Stories like Dorian's ebb and flow in the media all the time -- bringing us briefly into the horrible reality of childhood cancer -- until we move on once again.

Well, not all of us...

Gold ribbons remind me of one maddening fact: childhood cancer research is grossly underfunded.

Only 4% of the federal cancer research budget is allocated to finding a cure for childhood cancer. There's even a campaign focused on changing this statistic, complete with its own hash tag -- #MoreThan4.

In the 1950s, a cancer diagnosis was a death sentence for a child. Today, it's a life sentence which often involves years of painful treatment. There is no easy way to rid a child of cancer. Surgery, chemotherapy, radiation, immunotherapy -- all of it is hard, some of it is lethal, and most of it leaves scars.

A 2013 study from St. Jude's Research Hospital found that nearly 98% of childhood cancer survivors (almost ALL of our children who are diagnosed with cancer), will have at least one significant health-related issue when they reach adulthood. This same study found that by the age of 45, 80% of study participants had at least one life threatening, serious or disabling condition.

My daughter has been fighting cancer for nearly four years. When chemotherapy didn't work to shrink her original tumor she got a liver transplant. When her cancer came back, she went on targeted chemotherapy, then had radiation, then had more surgery, then more surgery and now more radiation.

In spite of the groundbreaking technology that has bought precious time for my daughter, cancer is the leading cause of death by disease past infancy in the United States. The National Institute of Health's web site (NIH) estimates that nearly 16,000 kids (roughly 44 each day) between the ages of 0 and 19 are newly diagnosed each year. Nearly two thousand kids will die from the disease each year.

Maybe these numbers aren't high enough or shocking enough, to warrant more than 4% of funding for research that could ultimately spare our kids pain, suffering and death. Numbers are easy to dismiss unless you're the one whose number is called.

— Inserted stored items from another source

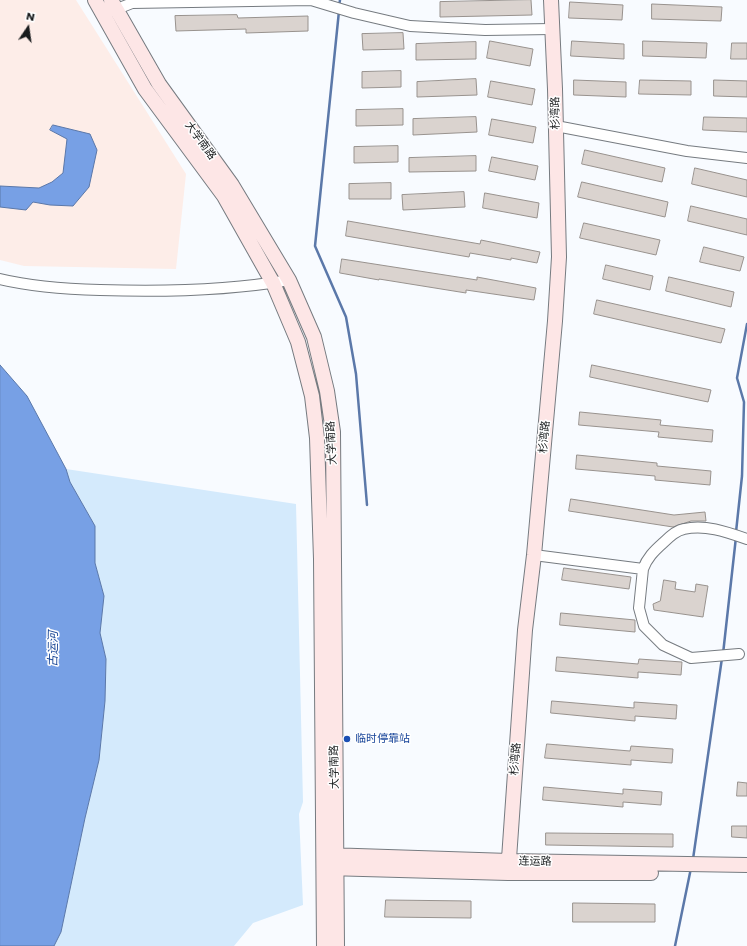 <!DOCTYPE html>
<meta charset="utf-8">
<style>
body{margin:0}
#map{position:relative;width:747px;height:946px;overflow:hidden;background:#f8fbff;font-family:Poppins,sans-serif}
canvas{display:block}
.north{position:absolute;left:8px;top:8px;width:40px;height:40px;-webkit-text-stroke:3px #fff;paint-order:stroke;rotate:13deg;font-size:11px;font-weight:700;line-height:16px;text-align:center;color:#191c1d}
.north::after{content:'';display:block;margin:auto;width:14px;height:18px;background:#191c1d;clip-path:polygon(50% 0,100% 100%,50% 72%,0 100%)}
</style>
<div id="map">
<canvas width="747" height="946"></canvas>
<div class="north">N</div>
</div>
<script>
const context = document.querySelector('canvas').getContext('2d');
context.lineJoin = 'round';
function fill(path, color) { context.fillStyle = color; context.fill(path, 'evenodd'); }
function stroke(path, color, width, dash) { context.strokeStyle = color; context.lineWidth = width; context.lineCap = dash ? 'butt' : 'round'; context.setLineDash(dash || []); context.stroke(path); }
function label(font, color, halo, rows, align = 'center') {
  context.font = font + ' Poppins,"Noto Sans SC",sans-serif'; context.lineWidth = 3; context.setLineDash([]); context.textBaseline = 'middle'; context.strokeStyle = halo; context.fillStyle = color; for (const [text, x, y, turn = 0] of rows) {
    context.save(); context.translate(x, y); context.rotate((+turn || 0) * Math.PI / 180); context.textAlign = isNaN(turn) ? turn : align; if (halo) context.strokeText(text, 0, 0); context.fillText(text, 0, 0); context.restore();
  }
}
fill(new Path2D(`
 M0 0H76L186 174 176 269 24 266 0 260Z`), '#fdede8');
fill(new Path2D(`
 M66 469 296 504 303 802 299 814 303 905 253 923 234 946H54L61 932 85 818 99 760 105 701 106 659 100 633 104 596 95 563V526L70 482Z`), '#d4eafc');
const water = new Path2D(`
 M53 125 90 134 97 150 89 187 73 206 50 205 33 202 26 210 0 207V186L39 188 52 182 63 173 67 139 50 130Z
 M0 365 27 396 66 469 70 482 95 526V563L104 596 100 633 106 659 105 701 99 760 85 818 61 932 54 946H0Z`);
fill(water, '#77a0e5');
stroke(water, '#5b78a9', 1);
stroke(new Path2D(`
 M339 6 340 0
 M339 11 315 246 346 317 356 374 367 505
 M736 532 742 476 744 402 737 378 747 324
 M723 654 736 537
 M693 859 722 658
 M675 946 691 868`), '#5b78a9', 2.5);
const building = new Path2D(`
 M531 0 532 15 440 17V2Z
 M570 2 623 5 622 20 569 18Z
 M652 4 722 7 721 21 652 19Z
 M237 15 238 18 308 16V31L246 33V29L176 31 175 16Z
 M403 33 404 49 363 50 362 34Z
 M490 41 533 49 530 66 487 58Z
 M572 41 624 44V59L571 56Z
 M643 41 707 43 706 58 643 56Z
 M476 42V59L416 60V44Z
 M732 43H747V59H731Z
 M401 71V87L362 88V72Z
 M476 79 477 95 417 97V82Z
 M574 80 626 82V97L574 95Z
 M640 80 691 81V95L639 94Z
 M714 80 747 81V97L714 96Z
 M491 81 535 89 532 105 488 97Z
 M403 109V125L356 126V110Z
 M476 117 477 132 413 135V119Z
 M704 117 747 118V132L703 130Z
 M492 119 536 127 533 143 489 135Z
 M398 146V162L354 163V147Z
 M585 150 665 168 662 182 582 164Z
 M476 156V171L409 172V158Z
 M492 157 538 166 535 180 489 171Z
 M695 168 747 180V197L692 184Z
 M582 182 668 202 665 217 578 197Z
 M391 183V199H349V184Z
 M464 192 465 207 403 210 402 195Z
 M485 193 539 203 537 218 483 208Z
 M691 206 747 219V235L688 221Z
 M348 221 480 244 481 240 540 252 537 263 511 258V260L470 253 469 257 346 236Z
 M584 223 660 240 656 255 580 238Z
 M704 247 744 257 740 271 700 262Z
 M342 259 477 280V277L536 288 534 300 466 290V293L379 279V280L340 273Z
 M606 265 653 276 650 290 603 279Z
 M669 277 734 292 731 307 666 291Z
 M597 300 725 329 721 343 594 314Z
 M592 365 711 390 708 402 590 377Z
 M580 412 661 420 660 425 713 430 712 442 658 437 659 432 579 425Z
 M577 455 657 463V466L711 471 710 485 655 480V476L576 469Z
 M571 499 674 515 705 512 706 521H691L673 527 569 511Z
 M564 568 631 577 629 589 562 580Z
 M664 580 676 582 675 589 695 592 696 584 708 586 703 617 654 610 653 604 660 601Z
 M561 613 635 620V632L560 625Z
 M557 657 638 664 639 659 682 662 681 675 638 672V678L556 671Z
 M552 701 634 708V702L677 705 676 719 635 716V721L551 713Z
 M547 744 630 751 631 746 673 749 672 763 631 760V765L545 758Z
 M738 782 747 783V796H737Z
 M544 787 623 794V789L662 792 661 805 623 802V807L543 800Z
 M732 826H747V838L732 837Z
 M546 833 673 834V847L546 845Z
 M386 900 471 901V918L385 917Z
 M573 903 655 904V922H573Z`);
fill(building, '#dad3cf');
stroke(building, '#98928e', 1);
const street = new Path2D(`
 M112 11 132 3 311 0 354 13 410 26 485 30 552 29
 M556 126 687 151 747 158
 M0 279C33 287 66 289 100 290 163 292 227 291 289 280
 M534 555 643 569C647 558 654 551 663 543 668 538 677 530 684 529 705 524 727 532 747 539
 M643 569 639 608 644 626 663 645 691 658 739 654`);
const secondary = new Path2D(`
 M95 0 145 89 224 196 273 283 298 342 312 396 317 438 321 559 324 946
 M111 0 159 84 232 185 289 280 314 337 327 391 333 432 337 946
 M327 855 509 861 747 865
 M327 868 508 873H651
 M508 873 525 630 534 555 555 321 559 257 555 89 551 0`);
stroke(street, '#767b80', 12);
stroke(secondary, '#767b80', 16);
stroke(street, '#fff', 10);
stroke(secondary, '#fde6e6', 14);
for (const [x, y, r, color] of [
 [347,739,4,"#1a4fb4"]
]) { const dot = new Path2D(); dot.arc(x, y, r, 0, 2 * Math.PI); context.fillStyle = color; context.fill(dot); stroke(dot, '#fff', 1.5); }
label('11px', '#191c1d', '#fff', [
 ["杉湾路",556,113,-91],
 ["大学南路",200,141,54],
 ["杉湾路",545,437,-85],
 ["大学南路",332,443,-93],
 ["杉湾路",516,759,-86],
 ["大学南路",335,767,-91],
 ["连运路",535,862,1]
]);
label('11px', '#164399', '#fff', [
 ["临时停靠站",355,739]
], 'left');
label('italic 12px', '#164495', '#fff', [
 ["古运河",54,649,-89]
]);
</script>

I mean, let's call it what it is.

Pediatric cancer is a lottery. The moment we have children, they are entered into this lottery. No baby, child or adolescent is given a free pass. Age, sex, skin color, religion, financial status - none of these exempt your kid from the lottery.

Every day, 44 children in the U.S. draw a losing ticket. Every year, 16,000 children - from birth through age 19 - lose the lottery and begin an uphill struggle for survival.

Maybe we're still allocating just four percent of the NCI's multi-billion dollar budget to pediatric cancer research because we think we're doing a good job.

We're not.

Maybe childhood cancer research gets such a small percentage of the pie because the people who sign off on the budget lack firsthand experience with losing this lottery. They haven't had to look into the eyes of a pediatric oncologist who has run out of answers. They haven't had to sit down, take their child into their arms, and explain that there is no medicine in this world that can save them.

Today, forty-four children in the United States will have their ticket called. These kids will be ripped from childhood and brought into the brutal world of cancer treatment

Tomorrow, forty-four children in the United States will have their ticket called. It could be your niece, your cousin, your grandson, your child's best friend. It could be your child. If we continue to rely on a meager 4% of government funding, then our children will continue to suffer and die. If we expect to rely on pharmaceutical companies to come up with the breakthrough therapies that can potentially save our children we'll wait forever because while pharmaceutical companies contribute about 60% of funding for drug development in adult cancers, they donate almost nothing to develop new cancer drugs for children.

Four percent is not enough. Make your voice heard. Write about it. Tweet about it (use the hashtag #morethan4), raise your voice. Our kids are worth more than four percent.